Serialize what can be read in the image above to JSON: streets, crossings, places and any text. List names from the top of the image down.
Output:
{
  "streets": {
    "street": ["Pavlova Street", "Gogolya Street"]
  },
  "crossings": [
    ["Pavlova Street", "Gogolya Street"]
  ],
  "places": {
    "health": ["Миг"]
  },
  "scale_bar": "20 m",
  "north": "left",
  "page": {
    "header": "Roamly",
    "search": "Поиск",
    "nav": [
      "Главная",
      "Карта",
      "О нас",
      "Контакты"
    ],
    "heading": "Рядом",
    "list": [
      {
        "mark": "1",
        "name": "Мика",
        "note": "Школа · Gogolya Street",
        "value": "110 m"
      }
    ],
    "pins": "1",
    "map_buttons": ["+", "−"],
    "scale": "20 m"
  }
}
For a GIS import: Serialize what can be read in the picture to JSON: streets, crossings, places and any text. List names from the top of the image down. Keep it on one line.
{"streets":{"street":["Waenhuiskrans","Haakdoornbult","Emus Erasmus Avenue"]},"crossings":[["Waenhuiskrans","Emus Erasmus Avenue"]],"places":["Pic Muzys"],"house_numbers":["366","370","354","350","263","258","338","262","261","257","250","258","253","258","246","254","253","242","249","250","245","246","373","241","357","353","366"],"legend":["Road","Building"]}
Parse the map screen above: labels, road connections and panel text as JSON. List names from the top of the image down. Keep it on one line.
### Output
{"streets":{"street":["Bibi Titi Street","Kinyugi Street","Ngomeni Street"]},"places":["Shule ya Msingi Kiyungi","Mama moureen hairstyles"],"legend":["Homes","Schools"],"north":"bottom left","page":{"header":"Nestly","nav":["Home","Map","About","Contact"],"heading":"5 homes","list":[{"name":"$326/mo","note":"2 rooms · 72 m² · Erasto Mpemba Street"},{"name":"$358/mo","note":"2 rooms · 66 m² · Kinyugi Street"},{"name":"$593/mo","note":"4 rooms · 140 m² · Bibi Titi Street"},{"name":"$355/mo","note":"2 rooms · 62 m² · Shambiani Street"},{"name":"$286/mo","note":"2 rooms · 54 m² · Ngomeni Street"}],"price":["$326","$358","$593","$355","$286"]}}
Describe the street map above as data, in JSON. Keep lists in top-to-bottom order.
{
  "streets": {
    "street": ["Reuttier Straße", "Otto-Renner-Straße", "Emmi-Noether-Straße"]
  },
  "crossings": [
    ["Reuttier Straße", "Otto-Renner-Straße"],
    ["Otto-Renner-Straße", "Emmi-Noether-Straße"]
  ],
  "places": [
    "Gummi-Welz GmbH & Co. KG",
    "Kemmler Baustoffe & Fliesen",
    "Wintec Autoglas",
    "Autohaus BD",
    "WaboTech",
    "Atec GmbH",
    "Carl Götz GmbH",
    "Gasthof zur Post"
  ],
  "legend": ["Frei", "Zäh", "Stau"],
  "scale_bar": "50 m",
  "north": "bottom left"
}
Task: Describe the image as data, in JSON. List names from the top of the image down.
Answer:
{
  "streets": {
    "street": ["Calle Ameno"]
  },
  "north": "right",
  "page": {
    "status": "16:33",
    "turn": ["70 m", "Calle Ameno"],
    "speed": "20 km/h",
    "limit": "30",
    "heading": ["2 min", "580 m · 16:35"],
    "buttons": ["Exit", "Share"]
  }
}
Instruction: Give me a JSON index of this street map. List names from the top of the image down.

* _What to work on_
Extract the full listing above without alteration.

* _Exercise response_
Serialize what can be read in the image above to JSON: streets, crossings, places and any text. List names from the top of the image down.
Output:
{
  "streets": {
    "street": ["Pavlova Street", "Gogolya Street"]
  },
  "crossings": [
    ["Pavlova Street", "Gogolya Street"]
  ],
  "places": {
    "health": ["Миг"]
  },
  "scale_bar": "20 m",
  "north": "left",
  "page": {
    "header": "Roamly",
    "search": "Поиск",
    "nav": [
      "Главная",
      "Карта",
      "О нас",
      "Контакты"
    ],
    "heading": "Рядом",
    "list": [
      {
        "mark": "1",
        "name": "Мика",
        "note": "Школа · Gogolya Street",
        "value": "110 m"
      }
    ],
    "pins": "1",
    "map_buttons": ["+", "−"],
    "scale": "20 m"
  }
}
For a GIS import: Serialize what can be read in the picture to JSON: streets, crossings, places and any text. List names from the top of the image down. Keep it on one line.
{"streets":{"street":["Waenhuiskrans","Haakdoornbult","Emus Erasmus Avenue"]},"crossings":[["Waenhuiskrans","Emus Erasmus Avenue"]],"places":["Pic Muzys"],"house_numbers":["366","370","354","350","263","258","338","262","261","257","250","258","253","258","246","254","253","242","249","250","245","246","373","241","357","353","366"],"legend":["Road","Building"]}
Parse the map screen above: labels, road connections and panel text as JSON. List names from the top of the image down. Keep it on one line.
### Output
{"streets":{"street":["Bibi Titi Street","Kinyugi Street","Ngomeni Street"]},"places":["Shule ya Msingi Kiyungi","Mama moureen hairstyles"],"legend":["Homes","Schools"],"north":"bottom left","page":{"header":"Nestly","nav":["Home","Map","About","Contact"],"heading":"5 homes","list":[{"name":"$326/mo","note":"2 rooms · 72 m² · Erasto Mpemba Street"},{"name":"$358/mo","note":"2 rooms · 66 m² · Kinyugi Street"},{"name":"$593/mo","note":"4 rooms · 140 m² · Bibi Titi Street"},{"name":"$355/mo","note":"2 rooms · 62 m² · Shambiani Street"},{"name":"$286/mo","note":"2 rooms · 54 m² · Ngomeni Street"}],"price":["$326","$358","$593","$355","$286"]}}
Describe the street map above as data, in JSON. Keep lists in top-to-bottom order.
{
  "streets": {
    "street": ["Reuttier Straße", "Otto-Renner-Straße", "Emmi-Noether-Straße"]
  },
  "crossings": [
    ["Reuttier Straße", "Otto-Renner-Straße"],
    ["Otto-Renner-Straße", "Emmi-Noether-Straße"]
  ],
  "places": [
    "Gummi-Welz GmbH & Co. KG",
    "Kemmler Baustoffe & Fliesen",
    "Wintec Autoglas",
    "Autohaus BD",
    "WaboTech",
    "Atec GmbH",
    "Carl Götz GmbH",
    "Gasthof zur Post"
  ],
  "legend": ["Frei", "Zäh", "Stau"],
  "scale_bar": "50 m",
  "north": "bottom left"
}
Task: Describe the image as data, in JSON. List names from the top of the image down.
Answer:
{
  "streets": {
    "street": ["Calle Ameno"]
  },
  "north": "right",
  "page": {
    "status": "16:33",
    "turn": ["70 m", "Calle Ameno"],
    "speed": "20 km/h",
    "limit": "30",
    "heading": ["2 min", "580 m · 16:35"],
    "buttons": ["Exit", "Share"]
  }
}
Instruction: Give me a JSON index of this street map. List names from the top of the image down.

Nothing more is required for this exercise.